Destitués par le FN de leur rôle de faiseur de roi, les centristes sont en crise. Si François Bayrou a choisi de temporiser, certains affichent leur différence, trahissant les dissensions qui existent au sein de la famille centriste.
Le MoDem a beau avoir fait un score moitié moindre que celui qu'il avait réalisé en 2007, son président, François Bayrou, est décidé à vendre chèrement sa consigne de vote pour le second tour. Il a envoyé ce mercredi 25 avril une lettre à François Hollande et Nicolas Sarkozy, dans laquelle il leur demande de prendre position sur les priorités qui étaient les siennes lors de la campagne : la réduction de la dette et la moralisation de la vie publique. Il s'est engagé à prendre ensuite "ses responsabilités" concernant une éventuelle consigne de vote, qui pourrait intervenir le 3 mai, au lendemain du débat entre les deux candidats.
François Hollande a souligné jeudi plusieurs points de convergence avec le centriste François Bayrou, qui a selon lui compris la "fuite en avant" de Nicolas Sarkozy sur le terrain des idées du Front national.
Le président du MoDem, qui a recueilli 9,13 % au premier tour de l'élection présidentielle, a écrit aux finalistes Nicolas Sarkozy et François Hollande pour poser ses conditions avant d'apporter à l'un ou à l'autre un éventuel soutien.
Le candidat centriste a semblé prendre ses distances avec le président sortant, qu'il a accusé de "valider" les thèses du Front national.
"Il a compris que l'attitude de Nicolas Sarkozy était une vraie fuite en avant, c'est-à-dire une course derrière les thèses du Front national et qu'il y a des limites à poser", a dit François Hollande sur France Info.
À l'image de leur leader, les électeurs du MoDem, et plus généralement les centristes, hésitent toujours à se ranger derrière François Hollande ou Nicolas Sarkozy. S'ils représentent un électorat moins hétéroclite que celui du Front national, ils n'en sont pas moins déchirés entre deux candidats qui s'écartent, chacun à leur manière, de leurs "valeurs".
Des fuites à droite et à gauche
Pour éviter une dispersion des troupes, François Bayrou a réuni le 24 avril sa garde rapprochée pour demander que cessent les prises de positions individuelles. Nombreux sont en effet les centristes à avoir déjà affiché clairement leur préférence pour le second tour.
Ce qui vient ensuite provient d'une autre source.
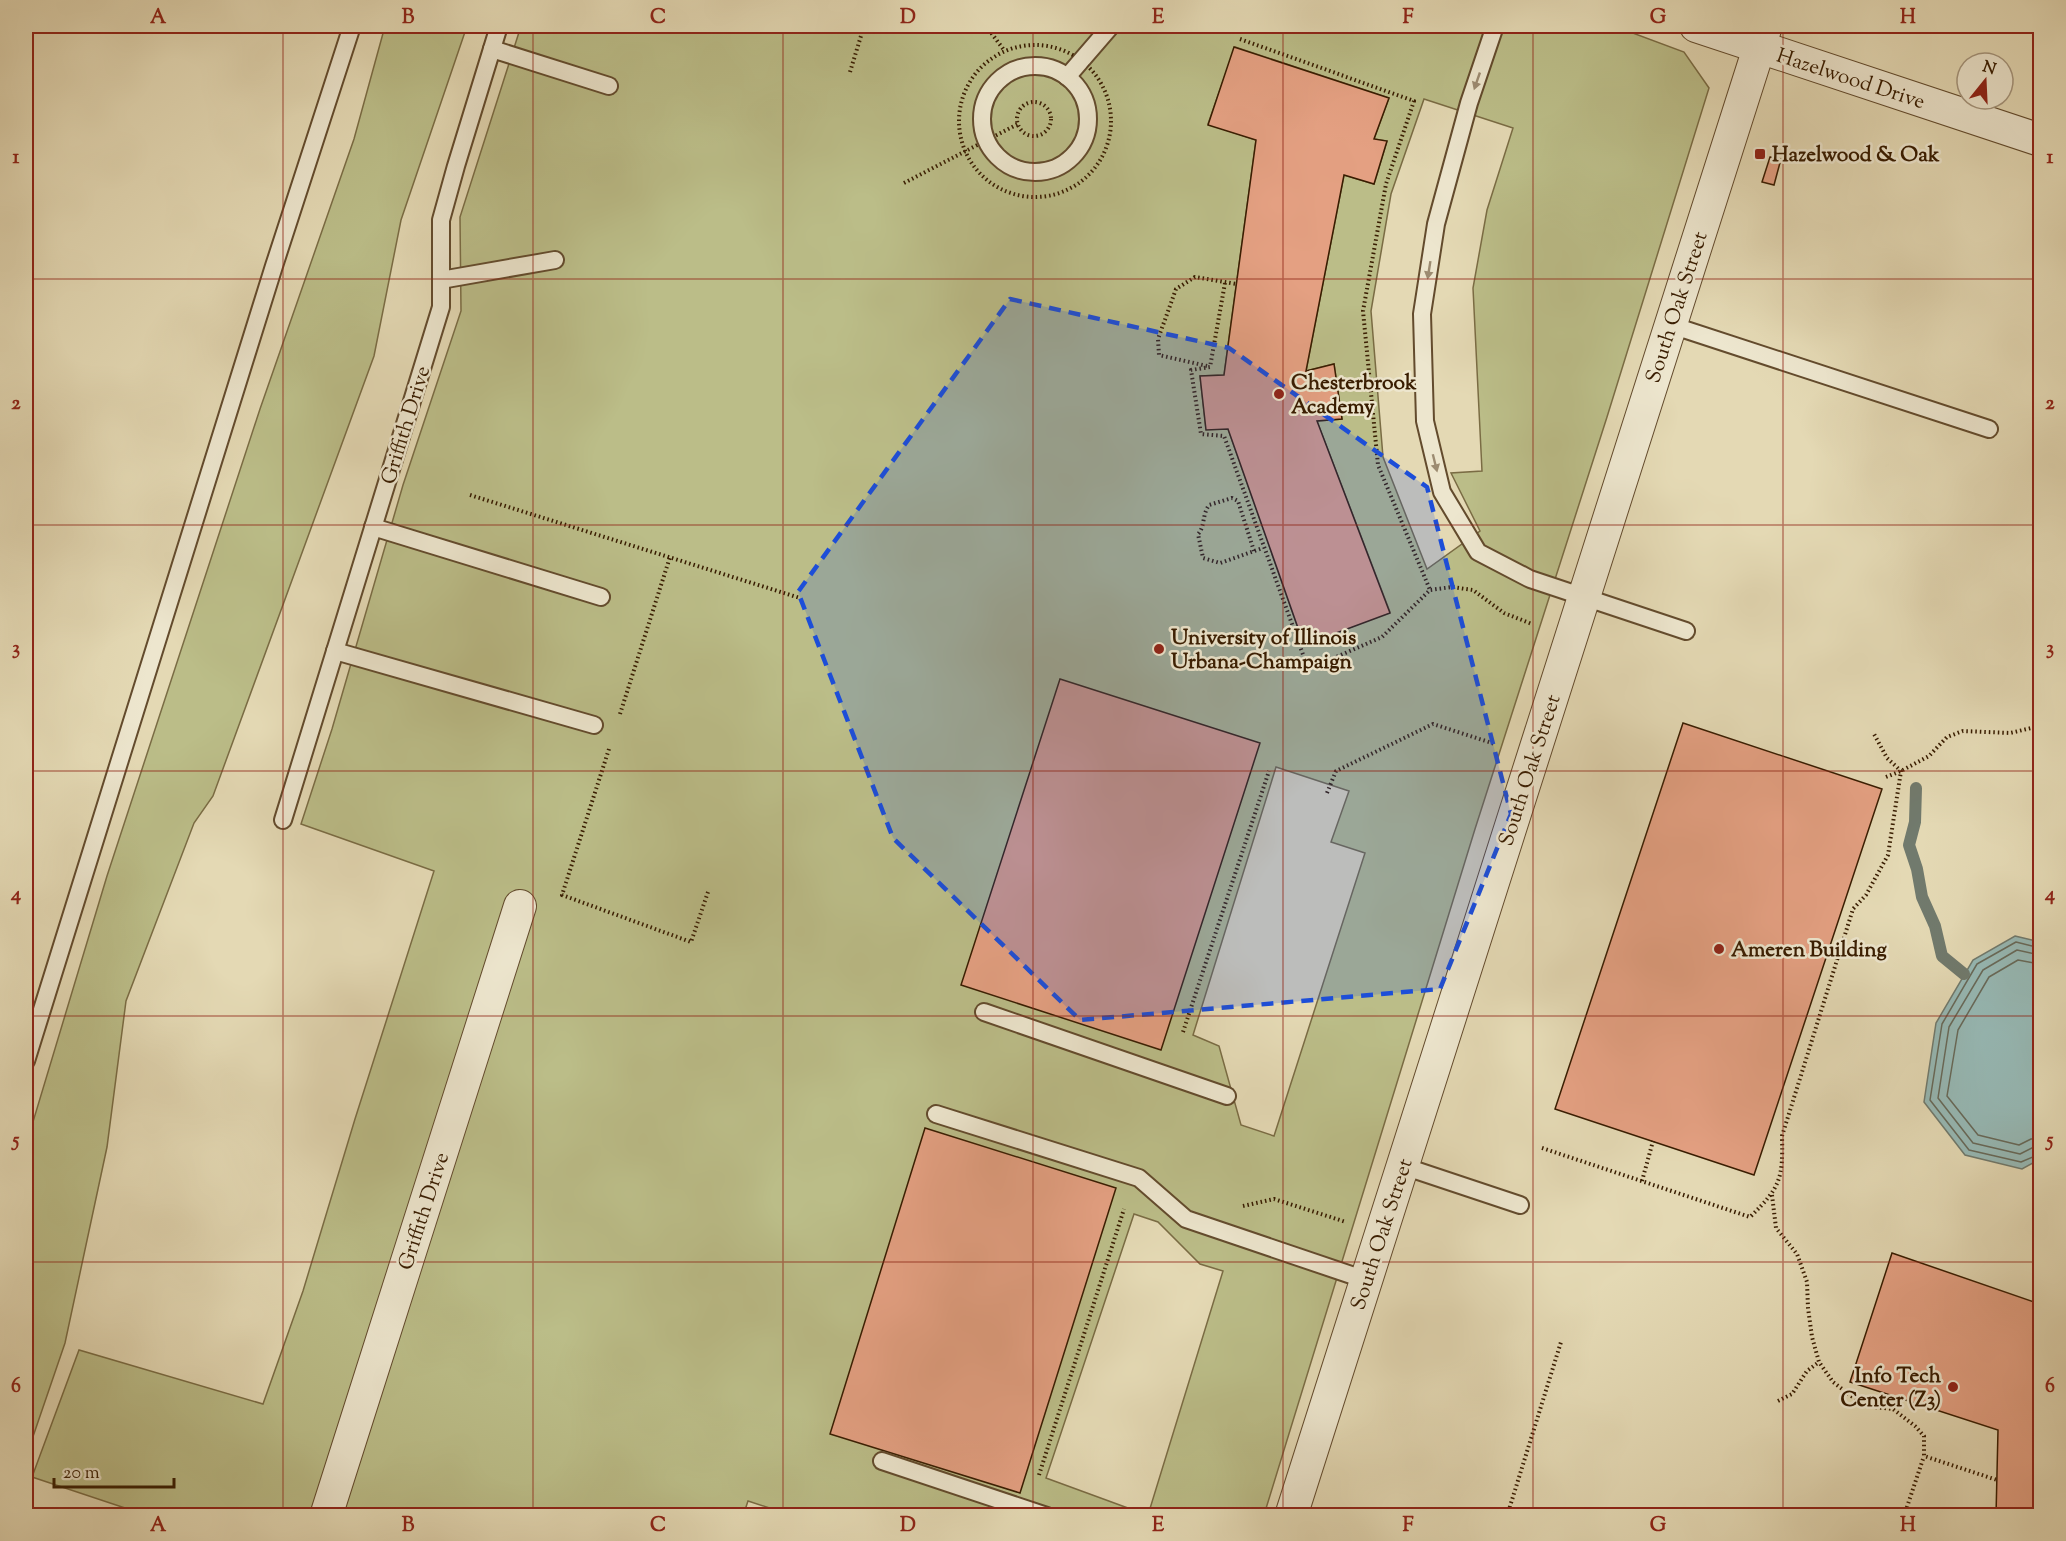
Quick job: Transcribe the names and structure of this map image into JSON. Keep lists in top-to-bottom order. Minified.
{"streets":{"street":["Hazelwood Drive","South Oak Street","Griffith Drive"]},"crossings":[["Hazelwood Drive","South Oak Street"]],"places":{"transit":["Hazelwood & Oak"],"other":["Chesterbrook Academy","University of Illinois Urbana-Champaign","Ameren Building","Info Tech Center (Z3)"]},"scale_bar":"20 m","north":"top","grid":{"columns":["A","B","C","D","E","F","G","H"],"rows":["1","2","3","4","5","6"]}}
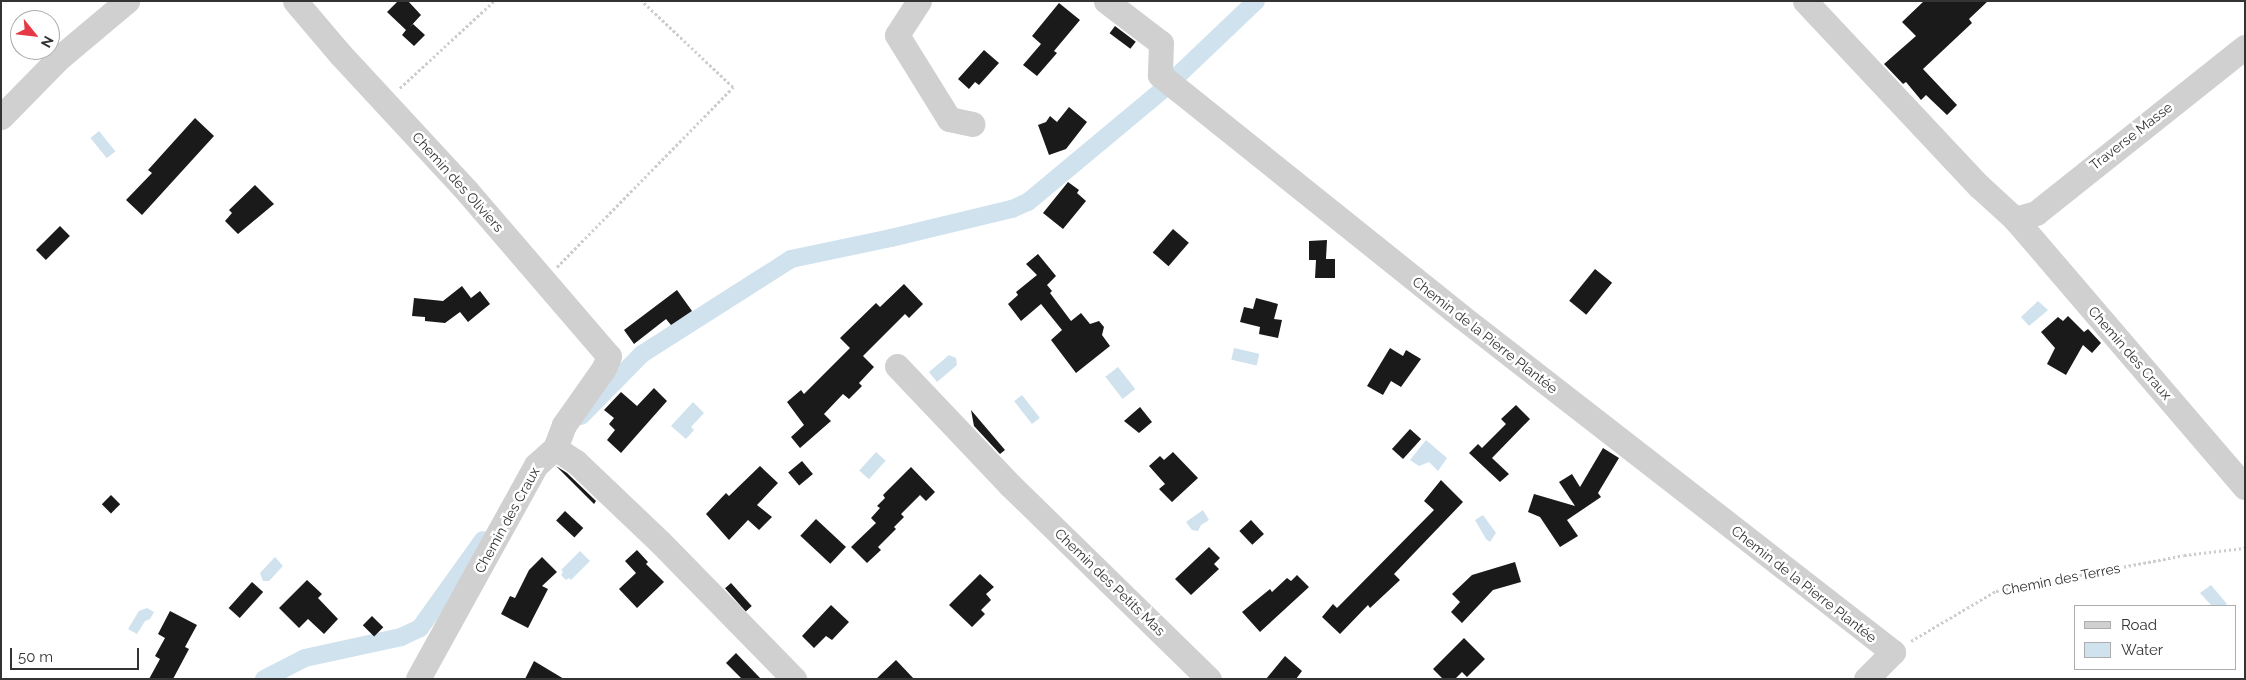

Au premier rang de ceux-ci figure Jean Arthuis, président de l'Alliance centriste, qui a indiqué qu'il votera pour Nicolas Sarkozy, appellant les centristes de tous bords à se rassembler afin d'adopter "une position constructive" en vue des législatives de juin.
D'autres se sont rangés derrière François Hollande, comme cette quarantaine d'élus MoDem qui ont annoncé lundi 23 avril leur intention de voter pour le candidat socialiste, en invoquant "un devoir de clarté et d'alternance". Ces élus indiquent ne pas vouloir voter pour un candidat "qui a pris trois virages idéologiques qui l'ont éloignée du centre : l'ultralibéralisme et le culte de l'argent, l'atlantisme et un populisme de droite". En cela, ils résument la pensée de nombreux centristes qui déplorent la "droitisation" de la campagne du président sortant, lancé à la poursuite des voix du FN.
À l'affut d'une "gauchisation" de Hollande et d'une "droitisation" de Sarkozy
À la peine dans les urnes, défiant vis-à-vis d'un leader qui hésite, le centre serait-il en train d'imploser ? "On est en plein dans une bipolarisation de la vie politique, qui va durer au moins jusqu'au second tour", se lamente Stéphane Cossé, président du MoDem Paris, qui reconnaît que "la période est compliquée pour le centre". Mais, selon lui, il existe toujours une "sensibilité centriste profondément ancrée dans le pays".
Contrairement à d'autres élus MoDem, il a choisi d'attendre la réponse à la lettre de François Bayrou - "une démarche réfléchie et constructive" - pour se prononcer sur son intention de vote au second tour. "D'ici là, nous allons suivre avec attention les déclarations des deux candidats. On scrute leurs faits et gestes pour savoir si l'un 'droitise' son discours ou si l'autre le 'gauchise'." Quant aux élus qui n'ont pas attendu avant de se prononcer, il dit ne pas vouloir les suivre, tout en respectant des décisions prises "en fonction d'un passé, d'une sensibilité qui leur sont propres".
Ne pas rester "le cul entre deux chaises"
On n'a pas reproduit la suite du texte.